*TRY IT:* Among the entries below, find each line holding "Keep" and return it.

*DATA TO EXAMINE:*
%%

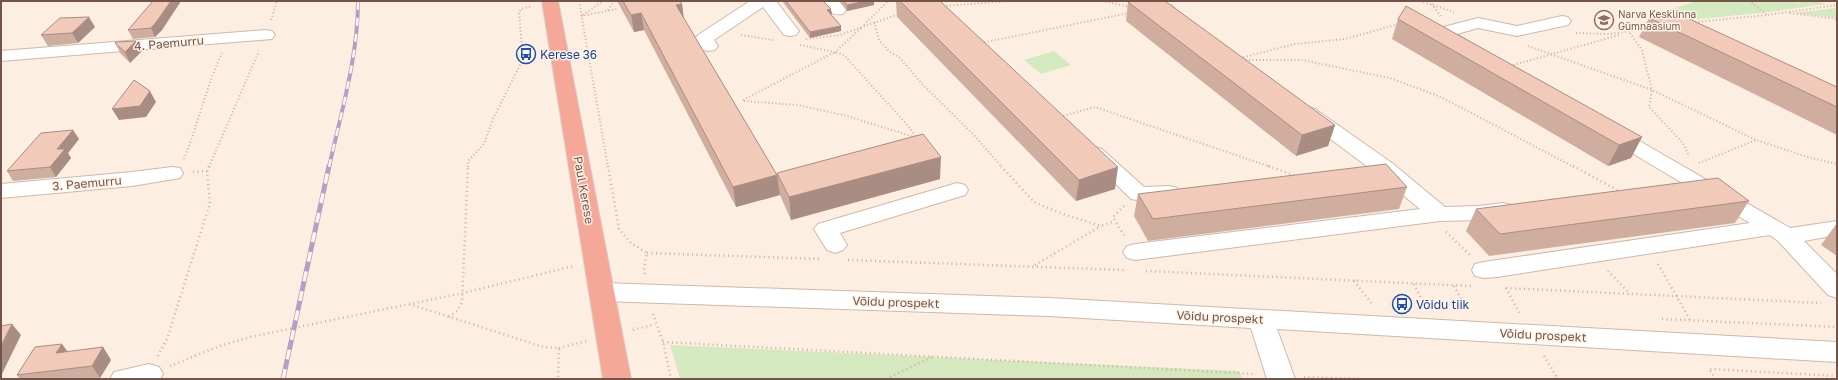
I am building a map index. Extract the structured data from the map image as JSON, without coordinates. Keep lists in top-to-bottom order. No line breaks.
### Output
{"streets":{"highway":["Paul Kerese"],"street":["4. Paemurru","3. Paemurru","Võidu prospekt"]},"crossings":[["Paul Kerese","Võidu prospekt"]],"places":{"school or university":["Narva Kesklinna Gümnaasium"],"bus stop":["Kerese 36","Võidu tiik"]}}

%%
%%

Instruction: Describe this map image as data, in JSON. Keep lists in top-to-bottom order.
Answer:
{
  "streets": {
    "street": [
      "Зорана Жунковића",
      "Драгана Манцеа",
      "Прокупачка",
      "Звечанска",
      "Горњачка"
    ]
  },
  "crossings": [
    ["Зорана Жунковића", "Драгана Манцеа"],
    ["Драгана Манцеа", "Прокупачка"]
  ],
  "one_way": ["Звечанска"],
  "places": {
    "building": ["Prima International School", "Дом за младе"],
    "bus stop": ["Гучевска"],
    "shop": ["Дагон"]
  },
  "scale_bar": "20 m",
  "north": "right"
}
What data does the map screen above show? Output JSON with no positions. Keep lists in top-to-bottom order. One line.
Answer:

%%

*EXERCISE RESPONSE:*
I am building a map index. Extract the structured data from the map image as JSON, without coordinates. Keep lists in top-to-bottom order. No line breaks.
Instruction: Describe this map image as data, in JSON. Keep lists in top-to-bottom order.
What data does the map screen above show? Output JSON with no positions. Keep lists in top-to-bottom order. One line.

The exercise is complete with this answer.